Use the following commands on the command-line interface (CLI) to verify that the InfiniBand fabric is operational:

  1. ibnetdiscover

    Discovers and displays the InfiniBand fabric topology and connections. See Discover the InfiniBand Network Topology.

  2. ibdiagnet

    Performs diagnostics upon the InfiniBand fabric and reports status. See Perform Diagnostics on the InfiniBand Fabric.

  3. ibcheckerrors

    Checks the entire InfiniBand fabric for errors. See Validate and Check Errors in the InfiniBand Fabric.

12.1.6.1 Discover the InfiniBand Network Topology

To discover the InfiniBand network topology and build a topology file which is used by the OpenSM Subnet Manager, run the following command on the command-line interface (CLI) of a gateway switch:

# ibnetdiscover

The output is displayed, as in the following example:

The topology file is used by InfiniBand commands to scan the InfiniBand fabric and validate the connectivity as described in the topology file, and to report errors as indicated by the port counters.

# Topology file: generated on Sat Apr 13 22:28:55 2002
#
# Max of 1 hops discovered
# Initiated from node 0021283a8389a0a0 port 0021283a8389a0a0
vendid=0x2c9
devid=0xbd36
sysimgguid=0x21283a8389a0a3
switchguid=0x21283a8389a0a0(21283a8389a0a0)
Switch   36 "S-0021283a8389a0a0" # "Sun DCS 36 QDR switch localhost" enhanced port 0 lid 15 lmc 0
[23]    "H-0003ba000100e388"[2](3ba000100e38a) # "nsn33-43 HCA-1" lid 14 4xQDR
vendid=0x2c9
devid=0x673c
sysimgguid=0x3ba000100e38b
caguid=0x3ba000100e388
Ca   2 "H-0003ba000100e388" # "nsn33-43 HCA-1"
[2](3ba000100e38a)   "S-0021283a8389a0a0"[23] # lid 14 lmc 0 "Sun DCS 36 QDR switch localhost" lid 15 4xQDR

Note:

The actual output for your InfiniBand fabric will differ from that in the example.

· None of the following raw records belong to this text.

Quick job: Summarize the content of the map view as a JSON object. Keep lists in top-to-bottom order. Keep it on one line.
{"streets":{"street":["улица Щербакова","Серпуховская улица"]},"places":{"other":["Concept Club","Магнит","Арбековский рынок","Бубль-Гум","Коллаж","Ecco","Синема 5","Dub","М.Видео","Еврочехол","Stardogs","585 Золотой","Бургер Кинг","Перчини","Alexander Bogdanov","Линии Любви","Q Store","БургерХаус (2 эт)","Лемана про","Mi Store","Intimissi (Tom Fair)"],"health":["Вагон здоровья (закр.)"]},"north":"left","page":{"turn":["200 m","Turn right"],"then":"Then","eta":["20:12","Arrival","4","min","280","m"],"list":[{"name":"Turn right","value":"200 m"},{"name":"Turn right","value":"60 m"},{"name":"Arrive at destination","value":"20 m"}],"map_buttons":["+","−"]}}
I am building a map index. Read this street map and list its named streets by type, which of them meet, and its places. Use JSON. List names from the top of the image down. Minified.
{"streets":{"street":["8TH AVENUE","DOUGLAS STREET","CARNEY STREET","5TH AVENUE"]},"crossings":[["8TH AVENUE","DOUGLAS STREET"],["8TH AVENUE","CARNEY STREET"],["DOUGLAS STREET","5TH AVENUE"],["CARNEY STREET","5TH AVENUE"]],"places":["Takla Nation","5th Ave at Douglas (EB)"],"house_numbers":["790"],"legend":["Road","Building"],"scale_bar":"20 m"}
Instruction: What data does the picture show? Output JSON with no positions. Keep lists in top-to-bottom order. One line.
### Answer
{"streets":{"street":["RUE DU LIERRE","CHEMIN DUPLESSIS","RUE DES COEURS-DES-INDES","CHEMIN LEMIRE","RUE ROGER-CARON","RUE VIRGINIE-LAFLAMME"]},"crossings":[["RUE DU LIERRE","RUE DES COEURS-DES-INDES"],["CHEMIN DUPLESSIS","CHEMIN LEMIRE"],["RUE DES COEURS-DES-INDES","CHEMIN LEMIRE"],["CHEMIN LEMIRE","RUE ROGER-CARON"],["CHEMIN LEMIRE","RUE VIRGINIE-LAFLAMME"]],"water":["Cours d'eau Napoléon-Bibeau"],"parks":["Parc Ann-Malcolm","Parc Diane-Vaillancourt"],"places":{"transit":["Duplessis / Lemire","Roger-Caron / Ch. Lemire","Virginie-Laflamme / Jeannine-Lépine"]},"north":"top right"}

12.1.6.2 Perform Diagnostics on the InfiniBand Fabric

To perform a collection of tests on the InfiniBand fabric and generate several files that contain parameters and aspects of the InfiniBand fabric, run the following command on the command-line interface (CLI) on a gateway switch:

# ibdiagnet

In the following example, the ibdiagnet command is minimized to determine which links are utilized:

# ibdiagnet -lw 4x -ls 10 -skip all

Loading IBDIAGNET from: /usr/lib/ibdiagnet1.2
-W- Topology file is not specified.
 Reports regarding cluster links will use direct routes.
Loading IBDM from: /usr/lib/ibdm1.2
-I- Using port 0 as the local port.
-I- Discovering ... 2 nodes (1 Switches & 1 CA-s) discovered.
.
.
.
-I- Links With links width != 4x (as set by -lw option)
-I---------------------------------------------------
-I- No unmatched Links (with width != 4x) were found
-I---------------------------------------------------
-I- Links With links speed != 10 (as set by -ls option)
-I---------------------------------------------------
-I- No unmatched Links (with speed != 10) were found
.
.
.
-I- Stages Status Report:
 STAGE               Errors Warnings
 Bad GUIDs/LIDs Check               0   0 
 Link State Active Check               0   0 
 Performance Counters Report               0   0 
 Specific Link Width Check               0   0 
 Specific Link Speed Check               0   0 
 Partitions Check               0   0 
 IPoIB Subnets Check               0   0 
Please see /tmp/ibdiagnet.log for complete log
----------------------------------------------------------------
-I- Done. Run time was 1 seconds.

Note:

The actual output for your InfiniBand fabric will differ from that in the example.

12.1.6.3 Validate and Check Errors in the InfiniBand Fabric

Use the ibcheckerrors command that uses the topology file to scan the InfiniBand fabric and validate the connectivity as described in the topology file, and to report errors as indicated by the port counters.

On the command-line interface (CLI), enter the following command:

# ibcheckerrors

## Summary: 4 nodes checked, 0 bad nodes found
##      34 ports checked, 0 ports have errors beyond threshold

Note:

The actual output for your InfiniBand fabric will differ from that in the example.

12.1.7 Monitor a Gateway Switch Using Web Interface

  1. Open a web browser and go to the following URL:

    http://gateway-IP

    where gateway-IP is the IP address of a gateway switch.

  2. Log in to the interface as the root user.
  3. Click the Switch/Fabric Monitoring Tools tab.
  4. Click Launch Sun DCS GW Monitor.

    The Fabric Monitor is displayed.